## Exercise directions
Repeat the entries below in full, with every character unchanged.

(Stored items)
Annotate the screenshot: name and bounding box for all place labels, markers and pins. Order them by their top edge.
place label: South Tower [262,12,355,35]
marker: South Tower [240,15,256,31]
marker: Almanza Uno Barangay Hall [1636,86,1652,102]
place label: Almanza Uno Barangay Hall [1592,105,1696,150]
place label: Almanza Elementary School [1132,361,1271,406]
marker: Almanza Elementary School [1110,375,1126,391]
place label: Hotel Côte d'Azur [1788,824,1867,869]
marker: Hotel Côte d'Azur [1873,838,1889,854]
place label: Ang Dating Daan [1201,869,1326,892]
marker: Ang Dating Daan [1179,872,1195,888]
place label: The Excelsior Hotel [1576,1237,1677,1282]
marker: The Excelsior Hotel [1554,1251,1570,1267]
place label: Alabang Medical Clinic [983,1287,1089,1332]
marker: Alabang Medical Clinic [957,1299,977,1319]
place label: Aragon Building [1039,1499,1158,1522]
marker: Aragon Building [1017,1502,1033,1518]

## Reply to the task
Annotate the screenshot: name and bounding box for all place labels, markers and pins. Order them by their top edge.
place label: South Tower [262,12,355,35]
marker: South Tower [240,15,256,31]
marker: Almanza Uno Barangay Hall [1636,86,1652,102]
place label: Almanza Uno Barangay Hall [1592,105,1696,150]
place label: Almanza Elementary School [1132,361,1271,406]
marker: Almanza Elementary School [1110,375,1126,391]
place label: Hotel Côte d'Azur [1788,824,1867,869]
marker: Hotel Côte d'Azur [1873,838,1889,854]
place label: Ang Dating Daan [1201,869,1326,892]
marker: Ang Dating Daan [1179,872,1195,888]
place label: The Excelsior Hotel [1576,1237,1677,1282]
marker: The Excelsior Hotel [1554,1251,1570,1267]
place label: Alabang Medical Clinic [983,1287,1089,1332]
marker: Alabang Medical Clinic [957,1299,977,1319]
place label: Aragon Building [1039,1499,1158,1522]
marker: Aragon Building [1017,1502,1033,1518]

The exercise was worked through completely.